## DIRECTIONS
How many of the lines in the material below contain the word "down"? Give the number alone.

........

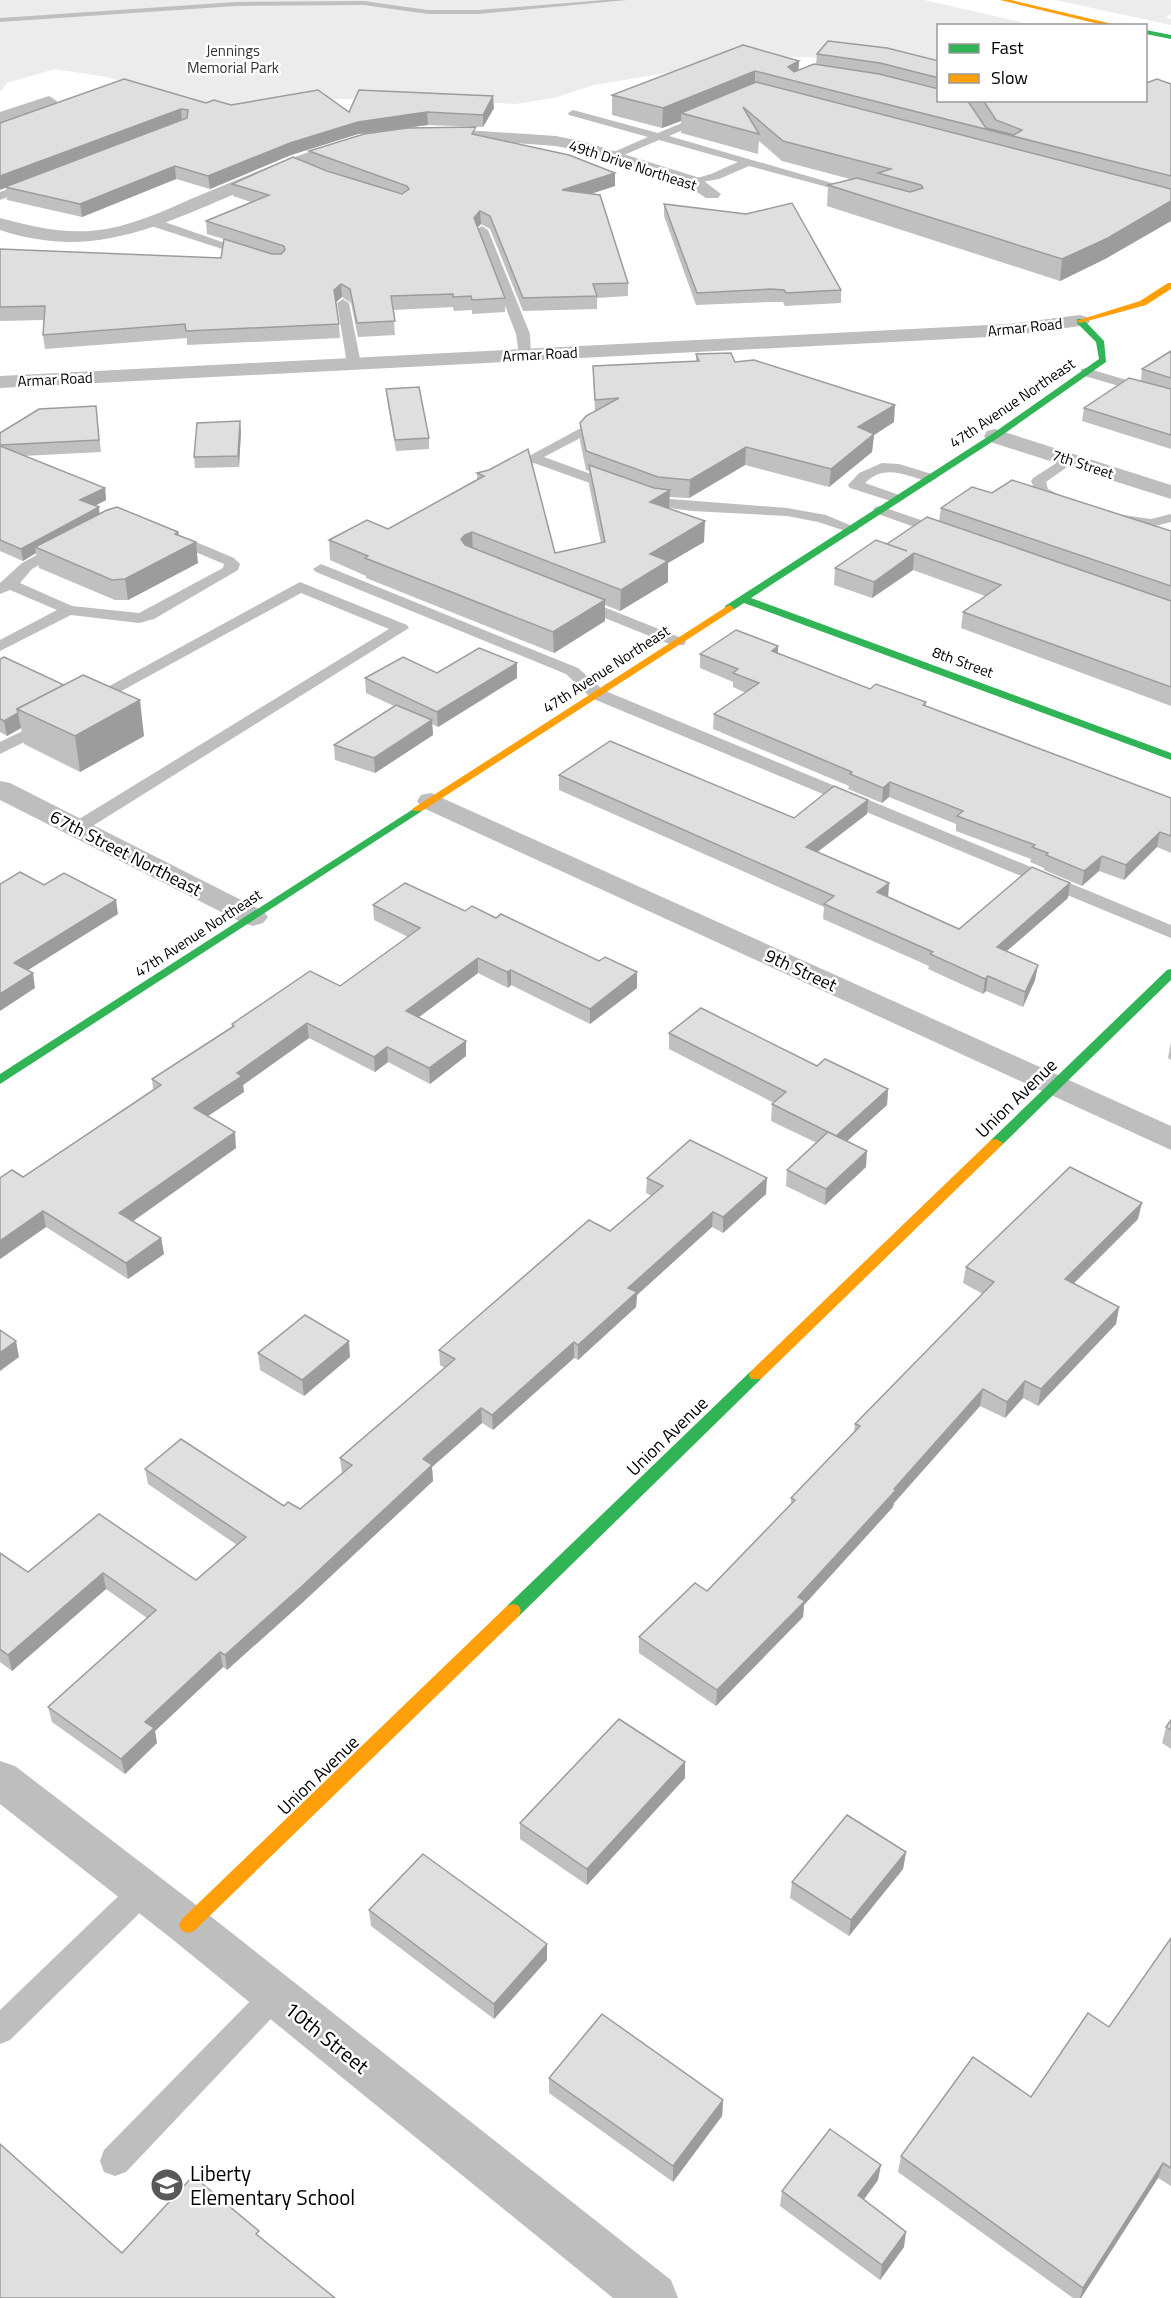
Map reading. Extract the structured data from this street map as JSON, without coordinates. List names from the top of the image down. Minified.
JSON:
{"streets":{"street":["49th Drive Northeast","Armar Road","47th Avenue Northeast","7th Street","8th Street","67th Street Northeast","9th Street","Union Avenue","10th Street"]},"crossings":[["Armar Road","47th Avenue Northeast"],["47th Avenue Northeast","7th Street"],["47th Avenue Northeast","8th Street"],["47th Avenue Northeast","67th Street Northeast"],["47th Avenue Northeast","9th Street"],["9th Street","Union Avenue"],["Union Avenue","10th Street"]],"parks":["Jennings Memorial Park"],"places":{"school or university":["Liberty Elementary School"]},"legend":["Fast","Slow"]}
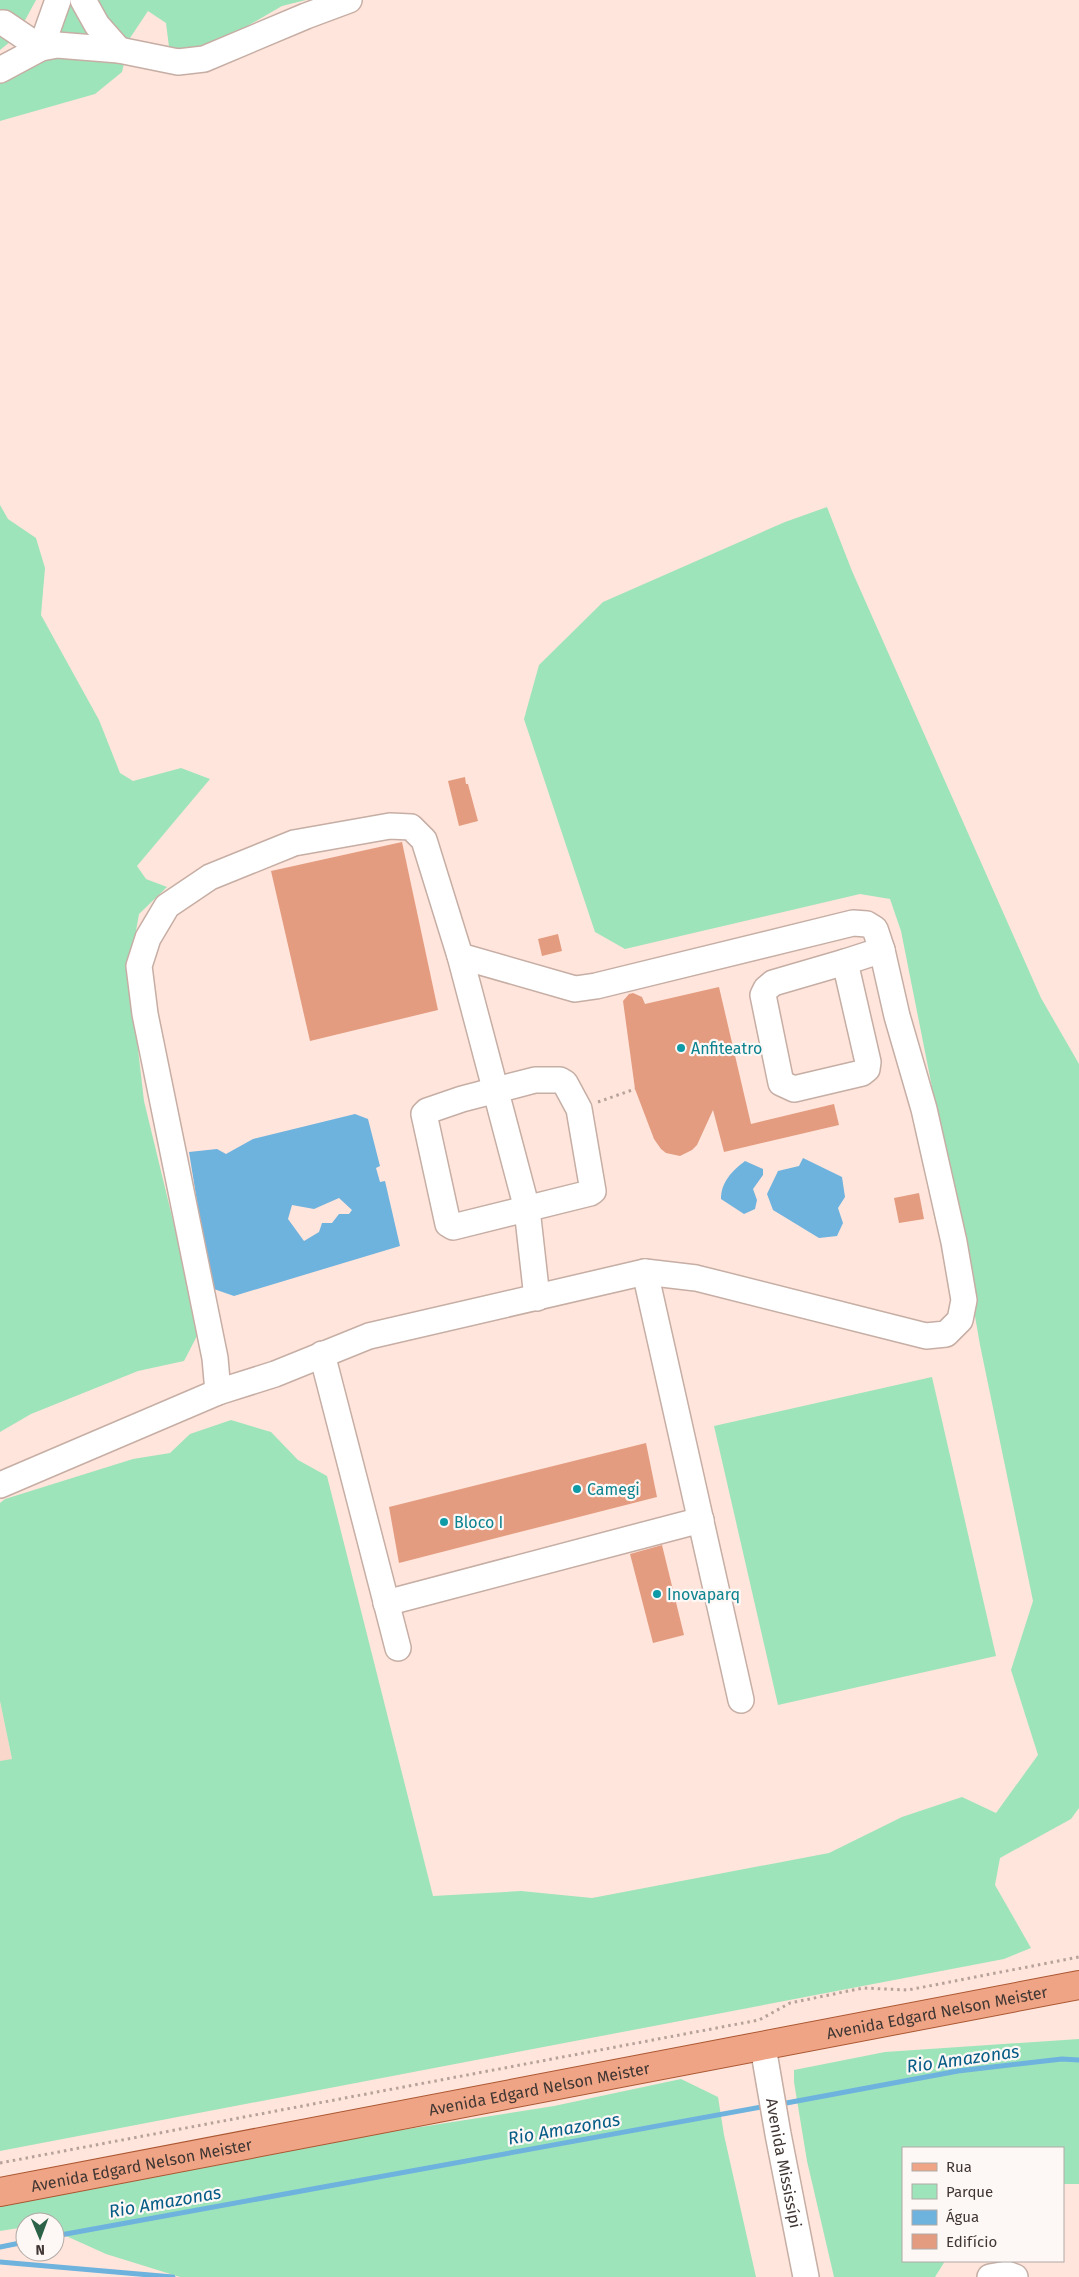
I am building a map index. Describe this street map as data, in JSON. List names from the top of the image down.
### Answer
{
  "streets": {
    "main road": ["Avenida Edgard Nelson Meister"],
    "street": ["Avenida Mississípi"]
  },
  "crossings": [
    ["Avenida Edgard Nelson Meister", "Avenida Mississípi"]
  ],
  "water": ["Rio Amazonas"],
  "places": [
    "Anfiteatro",
    "Camegi",
    "Bloco I",
    "Inovaparq"
  ],
  "legend": [
    "Rua",
    "Parque",
    "Água",
    "Edifício"
  ],
  "north": "bottom"
}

........

## RESULT FOR THIS EXERCISE
2